The Olympic Park game once again highlighted the professionalism of the NRL with Marcus Bai himself having to warn referees about fireworks holders still in place in the middle of the Panthers' in-goal area, just as they were about to kick off. Then during the first ten minutes players were entangled with a mass of streamers that littered the ground from when the Storm ran out. Amazing ground announcer James Sherry couldn't tell the Eastern Stand from the Western Stand. And the warm-up 'rap ode' to the Storm was beyond embarassing. I only saw *two* Penrith fans in the whole crowd, so there was nobody to start a fight with and claim it was just 'part of the game'.

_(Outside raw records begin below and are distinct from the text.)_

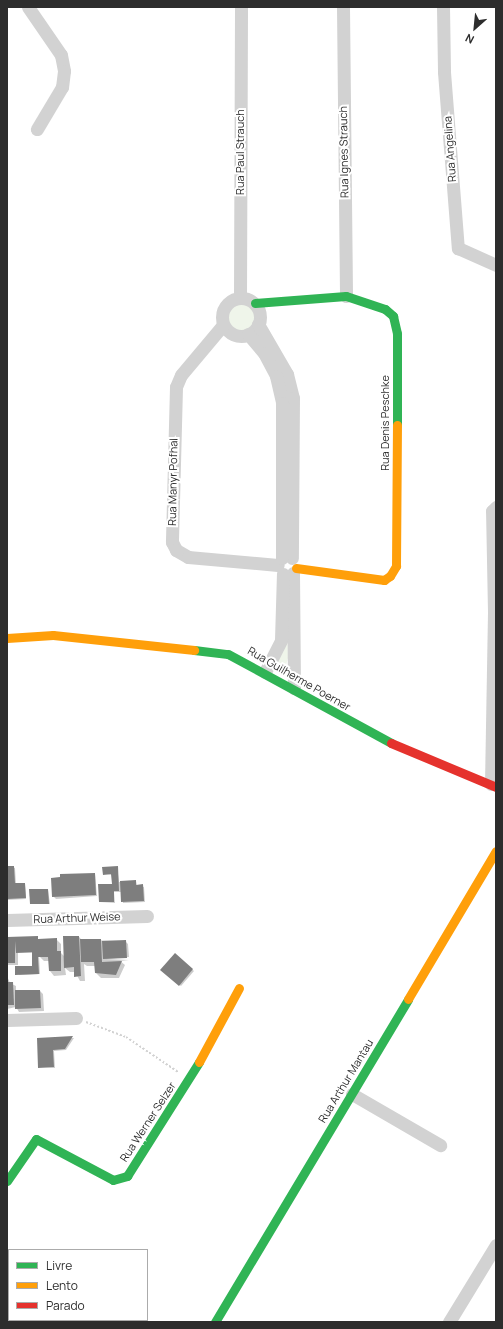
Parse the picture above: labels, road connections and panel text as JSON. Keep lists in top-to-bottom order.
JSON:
{
  "streets": {
    "street": [
      "Rua Angelina",
      "Rua Paul Strauch",
      "Rua Ignes Strauch",
      "Rua Denis Peschke",
      "Rua Manyr Pofhal",
      "Rua Guilherme Poerner",
      "Rua Arthur Weise",
      "Rua Arthur Mantau",
      "Rua Werner Selzer"
    ]
  },
  "crossings": [
    ["Rua Paul Strauch", "Rua Denis Peschke"],
    ["Rua Paul Strauch", "Rua Manyr Pofhal"],
    ["Rua Ignes Strauch", "Rua Denis Peschke"],
    ["Rua Denis Peschke", "Rua Manyr Pofhal"]
  ],
  "legend": ["Livre", "Lento", "Parado"],
  "north": "bottom left"
}
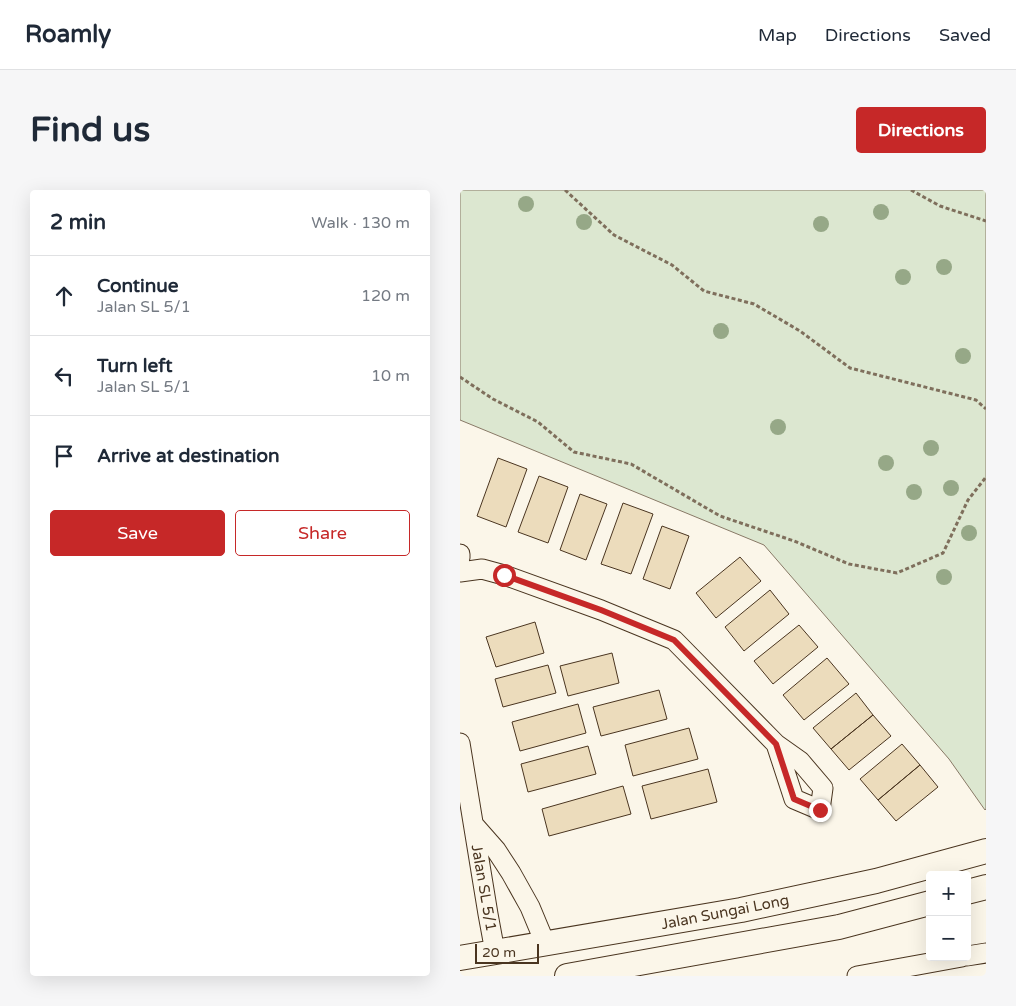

Still none of these factors made the 42-16 win any less enjoyable. There's nothing like a few cups of VB, a pie with sauce and the rugby league.

And another thing: The Adelaide Rams are back! Well almost. After the game, we realised the Storm-Panthers clash was just a curtain raiser for the big one: Storm Development Squad v South Australia. The South Aussies ran onto the field wearing some leftover Rams jerseys!

Saturday, March 22

Blogging in Baghdad
Where is Raed? is the blog of an Iraqi civilian living in Baghdad at the moment. Read it while you can.

Big Mac fan eats 19,000th burger
In spite of what's happening around the world this morning, I think we all need to have a laugh. This may help.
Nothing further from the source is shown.